Katrina hizo una mueca. La mujer era alta y sumamente atractiva. La típica rusa voluptuosa de facciones angulosas y sensuales. Con ropa de marca, zapatos y bolso de diseñador. Una rusa occidentalizada. Así había sido ella luego de casarse con Vladimir. Sonrió con amargura al recordarse en los vestidos elegantes en los que ahora no entraría ni forzando los cierres. Vaya, su cintura no volvió a ser la misma después del primer bebé, pero había valido la pena. No se arrepentía de nada.   

—El inglés no se me da, señora —replicó en ruso, con una media sonrisa.

El rictus circunspecto se ablandó al escucharle hablar su mismo idioma. Era un hotel frecuentado por gente del Este, especialmente rusa. Pero el hecho que Katrina fuese mujer y madre eran razones suficientes para empatizar más de lo común. También lucía perdida, con un aura de tristeza enmarcando cada movimiento de su cuerpo, y los ojos líquidos, cansados y melancólicos, parecían que en cualquier momento romperían en un amargo llanto. Le regresó la sonrisa con toda la amabilidad que le fue posible en aquel momento de rabia.

—¿Bélgorod? —Preguntó, intrigada por su acento. Katrina negó con la cabeza.

—No es rusa, mamá. Es de Kiev. —intervino Lena —. Y tendrá un bebito. Se llamará Sasha.

Las mujeres adultas rieron. Katrina le tendió la mano y la otra mujer la estrechó.

—Katrina —Se presentó.

—Nina.

Luego, se soltaron. Katrina esperó verla secarse la palma disimuladamente, pues las manos le sudaban a chorros desde el embarazo, sin embargo, la mano enjoyada permaneció inerte, pegada al muslo. 

—Pronto nacerá, ¿no es cierto? — La mirada grisácea había vuelto a asentarse en su crecido abdomen.

—Un mes, según lo previsto.

Nina arqueó las cejas; una amplia sonrisa floreció en sus labios.

—Que sea un bebé saludable. ¿Eres primeriza?

Katrina emitió un sonido extraño con la garganta, mitad bufido, mitad risa.

—¡Qué va! Es el tercero.

—Mi mamá también me ha prometido un hermanito, ¿no es cierto, mami? Yo preferiría una linda bebita, pero si fuese niño lo querría igual —Terció Lena, entusiasmada, aunque su madre no pareció compartir dicha emoción: asintió, pero Katrina pudo distinguir su sonrisa triste. 

—Ya veremos, cariño. Ahora despídete de la señora, ya le hemos robado mucho tiempo.

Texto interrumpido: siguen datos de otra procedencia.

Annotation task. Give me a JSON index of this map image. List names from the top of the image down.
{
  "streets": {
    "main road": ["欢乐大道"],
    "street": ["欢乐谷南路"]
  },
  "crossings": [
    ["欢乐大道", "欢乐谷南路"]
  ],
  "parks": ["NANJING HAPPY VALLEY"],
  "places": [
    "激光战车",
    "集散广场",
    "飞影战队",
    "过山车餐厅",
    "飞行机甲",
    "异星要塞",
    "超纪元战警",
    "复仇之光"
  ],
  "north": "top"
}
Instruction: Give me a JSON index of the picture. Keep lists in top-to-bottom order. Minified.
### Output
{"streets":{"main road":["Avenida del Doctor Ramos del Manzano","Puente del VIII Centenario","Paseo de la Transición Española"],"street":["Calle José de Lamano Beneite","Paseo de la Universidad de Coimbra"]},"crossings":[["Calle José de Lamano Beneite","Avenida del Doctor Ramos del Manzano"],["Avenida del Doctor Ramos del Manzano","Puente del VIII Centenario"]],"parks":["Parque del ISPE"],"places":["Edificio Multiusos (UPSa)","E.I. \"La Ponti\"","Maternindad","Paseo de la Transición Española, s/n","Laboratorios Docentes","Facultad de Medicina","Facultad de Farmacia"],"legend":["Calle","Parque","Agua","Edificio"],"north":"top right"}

Nos vemos, Katrina, espero tengas un parto sin complicaciones.

Katrina agradeció con una pequeña reverencia mientras Lena le acariciaba el vientre, despidiéndose del bebé.

—Adiós, Sasha…—musitó—. Adiós, Katrina.

—Buen viaje…—deseó, apuntando con la barbilla hacia los papeles que Nina estrujaba, cuya popular aerolínea llevaba impresa en los bordes.

La rusa observó sus propios boletos con extrañeza.

—Ah, no —Chasqueó la lengua. De pronto, su rostro se tornó en una divertida mueca—. Mi esposo espera que vuelva a casa pero aún tengo asuntos pendientes aquí. Supongo que tendrá que esperar.

Y rompió los boletos de avión en cuatro partes. Katrina se sintió extrañamente identificada. Quiso detenerla y contarle su tragedia, una mujer así seguro le entendería, pero no se atrevió, sólo pudo extender su sonrisa y desearle buena fortuna. No necesitaban victimizarse, después de todo, eran mujeres del Este, curtidas por el frío y un riguroso entorno social, por la pobreza y la amenaza constante de una guerra, quejarse… era para los débiles.  

 

1

 

Lo despertó con una mamada. Metido entre el revoltijo de sábanas se dedicó afanosamente a chupar el miembro semi erecto de Grozny. Habían dormido juntos después de tener sexo por cada rincón del apartamento. Sexo desenfrenado y sin culpas. Andrei recordó las caricias desesperadas, el contacto con su piel ardiente y la mirada apasionada mientras se unían en una danza febril; introdujo toda la extensión de carne a su boca, saboreando con los ojos cerrados, trayendo a su mente nuevos detalles que endurecían su propio miembro. Grozny despertó con un jadeo ronco, elevando las caderas y sujetando la cabeza de Andrei bajo las sábanas blancas.

Andrei sabía lo que hacía. Tenía una boca encantadora a simple vista: los labios llenos, rojos y jugosos, siempre entreabiertos en una sensual contorsión desde donde se asomaban el filo de sus dientes blancos. Grozny admitía lo mucho que deseaba aquella boca, como seguramente la desearon otros. Pero en aquel momento no sólo la deseó, sino que en verdad la adoró: su calidez interior, la manera en que apretaba los labios contra toda su longitud, especialmente en su hinchado glande. Y la tersa lengua que hacía magia donde tocase. Grozny se descubrió pensando lo mucho que le gustaría quedarse tendido en aquella cama todo el día, con Andrei entre sus piernas dándole un placer que nunca antes había experimentado.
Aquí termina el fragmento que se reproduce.